▶ _TASK GOAL_
From the entries, copy out every line in which the word "padding" is found.

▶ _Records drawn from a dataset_

-- -- --

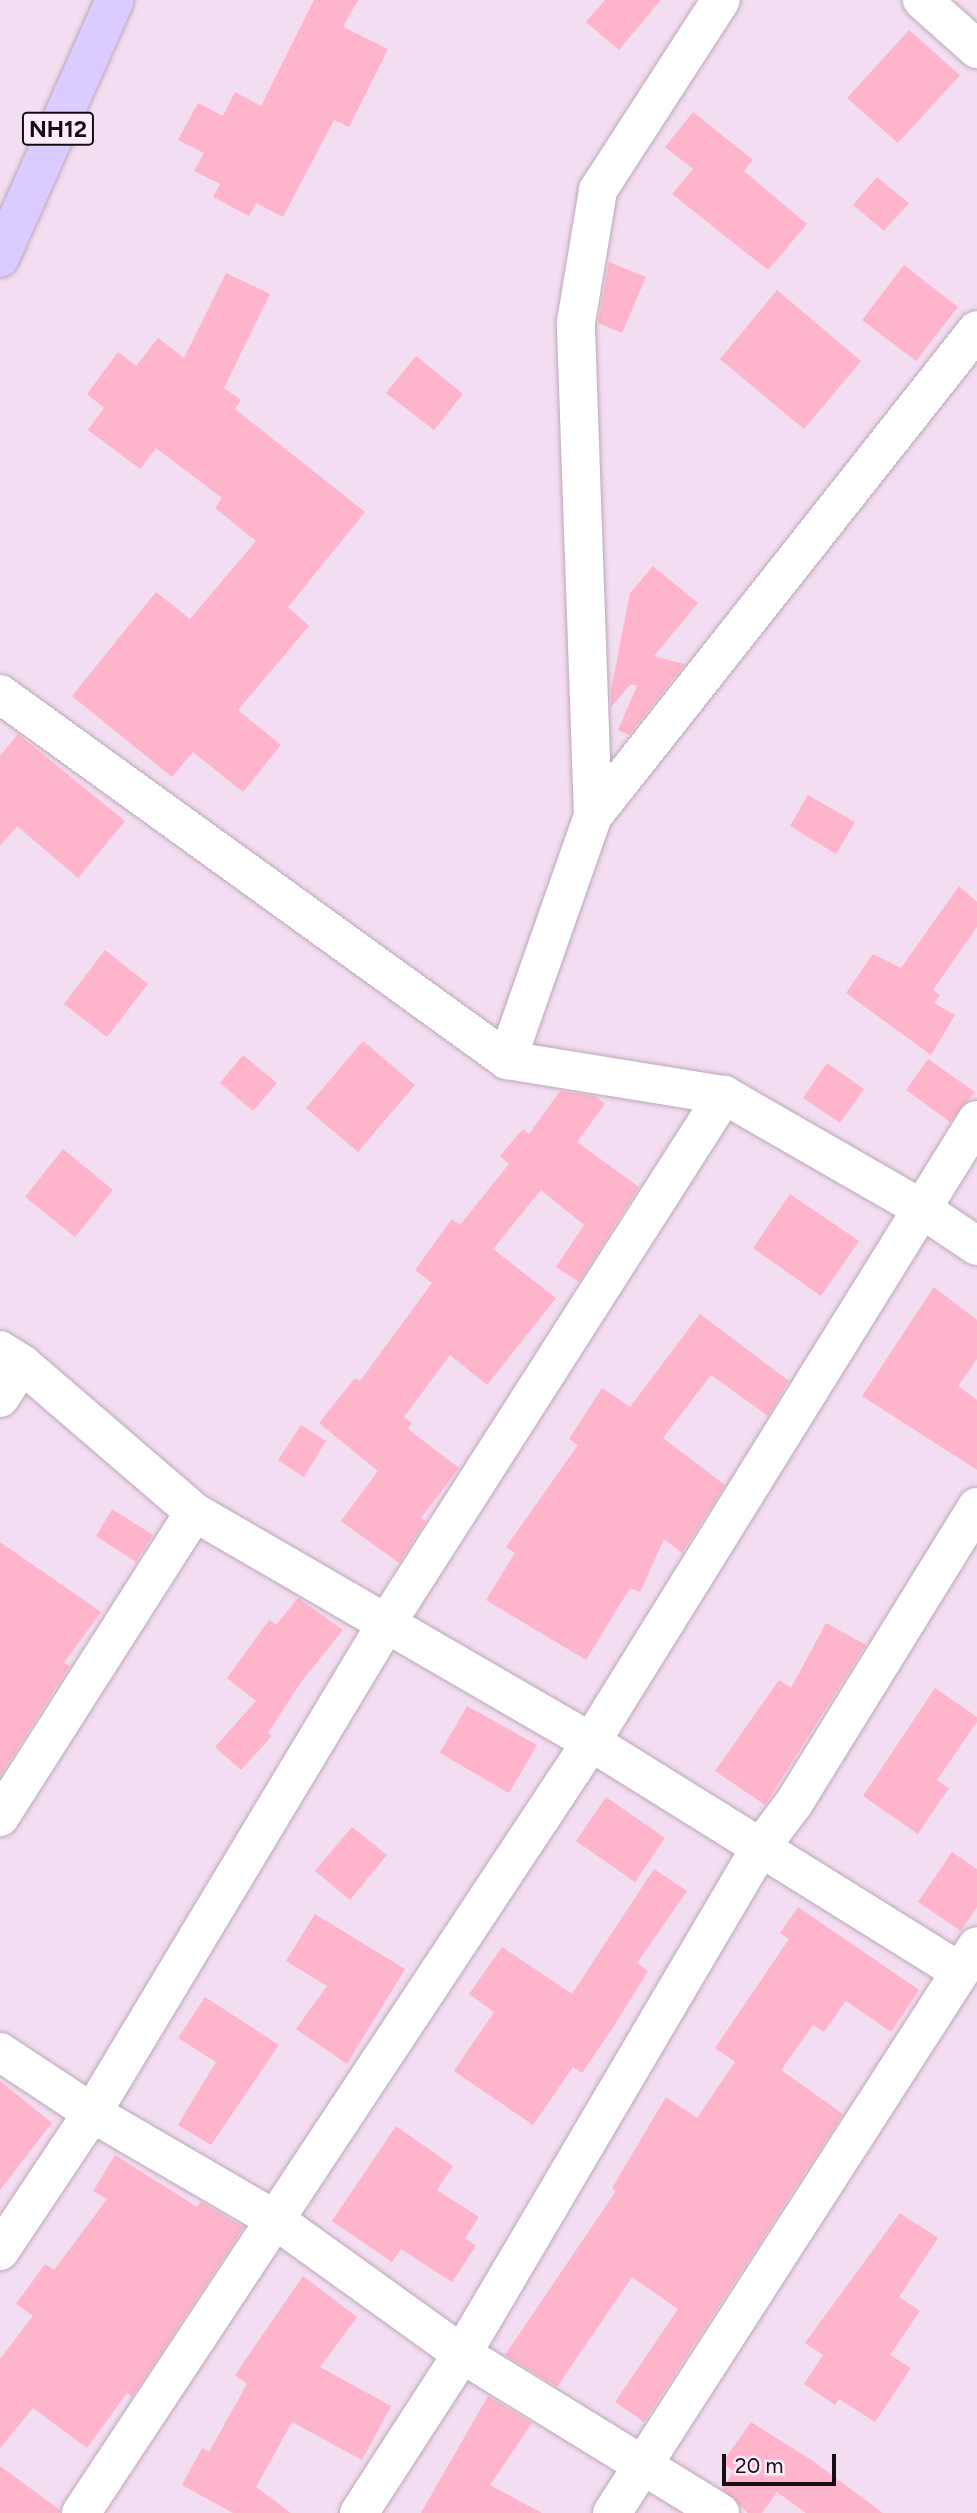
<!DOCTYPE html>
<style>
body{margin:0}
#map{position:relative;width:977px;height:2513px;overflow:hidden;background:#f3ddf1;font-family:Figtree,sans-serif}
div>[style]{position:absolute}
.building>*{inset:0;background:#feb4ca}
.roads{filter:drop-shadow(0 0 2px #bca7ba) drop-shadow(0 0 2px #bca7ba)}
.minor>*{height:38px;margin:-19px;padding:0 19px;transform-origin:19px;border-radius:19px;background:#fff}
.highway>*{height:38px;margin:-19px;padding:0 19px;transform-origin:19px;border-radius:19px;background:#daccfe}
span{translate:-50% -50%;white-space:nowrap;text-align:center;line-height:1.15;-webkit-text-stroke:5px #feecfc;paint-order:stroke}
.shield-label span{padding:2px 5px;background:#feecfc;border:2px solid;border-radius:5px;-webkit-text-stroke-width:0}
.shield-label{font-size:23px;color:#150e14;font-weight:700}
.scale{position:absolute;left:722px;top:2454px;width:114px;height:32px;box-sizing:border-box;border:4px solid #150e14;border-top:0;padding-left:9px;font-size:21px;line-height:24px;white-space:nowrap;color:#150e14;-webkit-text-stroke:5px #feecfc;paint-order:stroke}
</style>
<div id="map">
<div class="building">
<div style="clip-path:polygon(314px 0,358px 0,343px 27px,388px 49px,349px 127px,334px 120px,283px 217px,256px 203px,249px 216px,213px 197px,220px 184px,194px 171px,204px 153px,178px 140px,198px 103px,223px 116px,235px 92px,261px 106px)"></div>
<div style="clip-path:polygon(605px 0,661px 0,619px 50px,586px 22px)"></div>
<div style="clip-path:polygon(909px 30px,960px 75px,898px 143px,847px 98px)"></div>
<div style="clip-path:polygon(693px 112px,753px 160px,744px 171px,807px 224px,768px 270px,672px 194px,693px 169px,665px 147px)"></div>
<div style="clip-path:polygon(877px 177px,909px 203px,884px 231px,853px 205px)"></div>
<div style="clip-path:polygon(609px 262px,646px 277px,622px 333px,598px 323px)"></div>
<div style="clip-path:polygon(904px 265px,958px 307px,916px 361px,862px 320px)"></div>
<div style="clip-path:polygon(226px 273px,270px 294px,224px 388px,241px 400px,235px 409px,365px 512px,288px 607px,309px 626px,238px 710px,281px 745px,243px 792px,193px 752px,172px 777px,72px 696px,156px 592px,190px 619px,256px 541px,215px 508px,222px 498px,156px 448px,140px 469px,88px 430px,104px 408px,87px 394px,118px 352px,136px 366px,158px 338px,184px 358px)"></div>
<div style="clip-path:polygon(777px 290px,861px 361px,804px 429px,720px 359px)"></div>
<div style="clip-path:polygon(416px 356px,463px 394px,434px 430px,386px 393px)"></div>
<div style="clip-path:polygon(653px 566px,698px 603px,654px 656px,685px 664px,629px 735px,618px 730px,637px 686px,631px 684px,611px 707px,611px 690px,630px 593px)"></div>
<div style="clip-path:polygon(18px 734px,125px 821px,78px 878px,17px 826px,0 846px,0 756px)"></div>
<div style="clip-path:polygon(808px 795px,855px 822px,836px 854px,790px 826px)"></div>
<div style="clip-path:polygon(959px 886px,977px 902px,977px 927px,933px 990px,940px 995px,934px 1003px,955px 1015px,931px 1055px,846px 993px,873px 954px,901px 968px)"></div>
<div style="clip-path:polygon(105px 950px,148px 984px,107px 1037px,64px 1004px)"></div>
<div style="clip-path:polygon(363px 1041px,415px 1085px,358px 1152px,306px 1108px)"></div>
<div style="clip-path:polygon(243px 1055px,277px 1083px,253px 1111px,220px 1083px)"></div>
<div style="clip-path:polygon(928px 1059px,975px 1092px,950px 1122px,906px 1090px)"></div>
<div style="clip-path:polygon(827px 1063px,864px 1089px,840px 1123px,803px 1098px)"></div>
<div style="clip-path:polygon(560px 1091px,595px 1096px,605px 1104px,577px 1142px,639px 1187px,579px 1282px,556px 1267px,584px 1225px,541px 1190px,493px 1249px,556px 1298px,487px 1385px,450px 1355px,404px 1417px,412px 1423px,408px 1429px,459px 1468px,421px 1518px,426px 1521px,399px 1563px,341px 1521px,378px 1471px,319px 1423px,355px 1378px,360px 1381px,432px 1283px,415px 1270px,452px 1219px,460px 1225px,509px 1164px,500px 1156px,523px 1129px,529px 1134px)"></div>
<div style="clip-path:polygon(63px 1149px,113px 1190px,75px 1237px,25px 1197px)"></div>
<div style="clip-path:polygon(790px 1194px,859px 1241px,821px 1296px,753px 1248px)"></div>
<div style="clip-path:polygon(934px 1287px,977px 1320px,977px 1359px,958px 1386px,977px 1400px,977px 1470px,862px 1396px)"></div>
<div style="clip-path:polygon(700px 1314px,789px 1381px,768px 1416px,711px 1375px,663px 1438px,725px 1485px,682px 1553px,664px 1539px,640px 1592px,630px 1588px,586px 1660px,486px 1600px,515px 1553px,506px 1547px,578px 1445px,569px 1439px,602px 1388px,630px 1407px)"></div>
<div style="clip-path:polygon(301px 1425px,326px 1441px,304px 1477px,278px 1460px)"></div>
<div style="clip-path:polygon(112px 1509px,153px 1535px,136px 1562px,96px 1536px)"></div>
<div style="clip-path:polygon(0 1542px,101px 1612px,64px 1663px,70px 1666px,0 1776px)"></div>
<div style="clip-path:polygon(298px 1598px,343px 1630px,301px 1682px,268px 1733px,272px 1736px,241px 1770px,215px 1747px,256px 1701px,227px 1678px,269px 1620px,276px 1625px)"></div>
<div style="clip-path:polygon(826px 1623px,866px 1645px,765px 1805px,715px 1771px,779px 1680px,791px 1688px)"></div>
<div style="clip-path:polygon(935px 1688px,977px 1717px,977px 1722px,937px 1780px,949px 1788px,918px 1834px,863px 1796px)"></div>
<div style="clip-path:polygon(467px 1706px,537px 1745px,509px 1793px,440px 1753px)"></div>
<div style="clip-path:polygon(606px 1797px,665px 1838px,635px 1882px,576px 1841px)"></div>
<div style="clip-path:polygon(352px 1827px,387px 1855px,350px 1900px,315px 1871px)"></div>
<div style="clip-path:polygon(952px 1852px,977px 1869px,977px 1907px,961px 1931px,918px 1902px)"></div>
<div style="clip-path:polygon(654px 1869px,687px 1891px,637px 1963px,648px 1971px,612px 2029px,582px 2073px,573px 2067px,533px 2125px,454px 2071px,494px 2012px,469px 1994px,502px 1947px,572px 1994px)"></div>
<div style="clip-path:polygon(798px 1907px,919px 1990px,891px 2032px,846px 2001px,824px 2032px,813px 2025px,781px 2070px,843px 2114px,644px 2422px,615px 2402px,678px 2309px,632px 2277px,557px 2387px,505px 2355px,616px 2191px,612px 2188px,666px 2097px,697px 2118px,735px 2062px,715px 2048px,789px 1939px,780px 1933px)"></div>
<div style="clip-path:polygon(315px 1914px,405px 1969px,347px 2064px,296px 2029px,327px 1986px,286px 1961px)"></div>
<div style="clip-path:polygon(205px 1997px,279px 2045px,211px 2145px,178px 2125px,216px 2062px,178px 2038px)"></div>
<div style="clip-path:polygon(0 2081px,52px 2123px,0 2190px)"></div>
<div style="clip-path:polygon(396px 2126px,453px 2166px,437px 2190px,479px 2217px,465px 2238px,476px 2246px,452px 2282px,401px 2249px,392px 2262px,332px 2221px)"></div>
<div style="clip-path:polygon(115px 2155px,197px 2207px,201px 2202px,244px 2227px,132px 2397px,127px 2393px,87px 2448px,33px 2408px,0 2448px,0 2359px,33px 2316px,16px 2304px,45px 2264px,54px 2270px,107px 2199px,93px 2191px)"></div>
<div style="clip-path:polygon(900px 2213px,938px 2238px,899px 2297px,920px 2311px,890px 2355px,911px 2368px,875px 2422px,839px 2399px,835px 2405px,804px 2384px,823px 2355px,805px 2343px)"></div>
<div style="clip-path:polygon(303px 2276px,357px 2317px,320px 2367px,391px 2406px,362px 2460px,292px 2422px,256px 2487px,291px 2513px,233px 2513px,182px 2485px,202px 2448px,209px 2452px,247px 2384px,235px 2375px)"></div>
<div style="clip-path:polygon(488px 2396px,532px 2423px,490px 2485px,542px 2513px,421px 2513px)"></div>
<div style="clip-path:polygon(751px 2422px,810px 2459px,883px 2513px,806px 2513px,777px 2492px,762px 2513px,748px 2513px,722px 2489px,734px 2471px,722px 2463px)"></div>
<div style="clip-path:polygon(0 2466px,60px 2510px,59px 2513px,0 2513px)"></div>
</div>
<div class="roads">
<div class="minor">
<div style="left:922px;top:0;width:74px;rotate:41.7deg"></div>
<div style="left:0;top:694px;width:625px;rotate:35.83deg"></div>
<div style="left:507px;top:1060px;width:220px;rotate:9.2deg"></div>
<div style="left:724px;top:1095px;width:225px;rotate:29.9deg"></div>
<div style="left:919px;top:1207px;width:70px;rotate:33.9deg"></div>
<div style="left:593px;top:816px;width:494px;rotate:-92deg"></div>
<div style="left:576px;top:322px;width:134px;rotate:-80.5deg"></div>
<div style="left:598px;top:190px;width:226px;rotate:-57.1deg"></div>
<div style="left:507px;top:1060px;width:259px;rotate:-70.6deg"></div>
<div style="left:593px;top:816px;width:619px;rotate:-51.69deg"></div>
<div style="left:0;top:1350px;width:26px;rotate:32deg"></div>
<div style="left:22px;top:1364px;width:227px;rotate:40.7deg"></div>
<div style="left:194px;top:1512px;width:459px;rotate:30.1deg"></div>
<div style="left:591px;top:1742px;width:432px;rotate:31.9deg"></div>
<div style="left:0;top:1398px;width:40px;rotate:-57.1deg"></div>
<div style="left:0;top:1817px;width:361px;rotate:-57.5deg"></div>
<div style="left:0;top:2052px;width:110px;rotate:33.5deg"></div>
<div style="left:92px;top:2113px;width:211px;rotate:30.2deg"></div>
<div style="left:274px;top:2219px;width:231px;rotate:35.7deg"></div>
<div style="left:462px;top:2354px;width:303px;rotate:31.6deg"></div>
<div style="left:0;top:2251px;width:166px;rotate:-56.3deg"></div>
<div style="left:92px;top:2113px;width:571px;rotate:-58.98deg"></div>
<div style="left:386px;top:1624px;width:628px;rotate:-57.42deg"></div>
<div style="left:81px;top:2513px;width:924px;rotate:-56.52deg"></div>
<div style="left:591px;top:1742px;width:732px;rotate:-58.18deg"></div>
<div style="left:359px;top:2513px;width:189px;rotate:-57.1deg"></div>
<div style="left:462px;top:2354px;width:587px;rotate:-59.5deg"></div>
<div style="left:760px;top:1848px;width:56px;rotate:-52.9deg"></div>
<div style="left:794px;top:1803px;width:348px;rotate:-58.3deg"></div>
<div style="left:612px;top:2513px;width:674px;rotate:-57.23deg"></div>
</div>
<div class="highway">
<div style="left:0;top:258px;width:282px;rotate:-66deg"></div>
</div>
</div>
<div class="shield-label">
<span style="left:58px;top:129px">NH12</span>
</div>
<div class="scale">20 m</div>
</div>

-- -- --

▶ _OUTPUT FOR THIS EXERCISE_
.minor>*{height:38px;margin:-19px;padding:0 19px;transform-origin:19px;border-radius:19px;background:#fff}
.highway>*{height:38px;margin:-19px;padding:0 19px;transform-origin:19px;border-radius:19px;background:#daccfe}
.shield-label span{padding:2px 5px;background:#feecfc;border:2px solid;border-radius:5px;-webkit-text-stroke-width:0}
.scale{position:absolute;left:722px;top:2454px;width:114px;height:32px;box-sizing:border-box;border:4px solid #150e14;border-top:0;padding-left:9px;font-size:21px;line-height:24px;white-space:nowrap;color:#150e14;-webkit-text-stroke:5px #feecfc;paint-order:stroke}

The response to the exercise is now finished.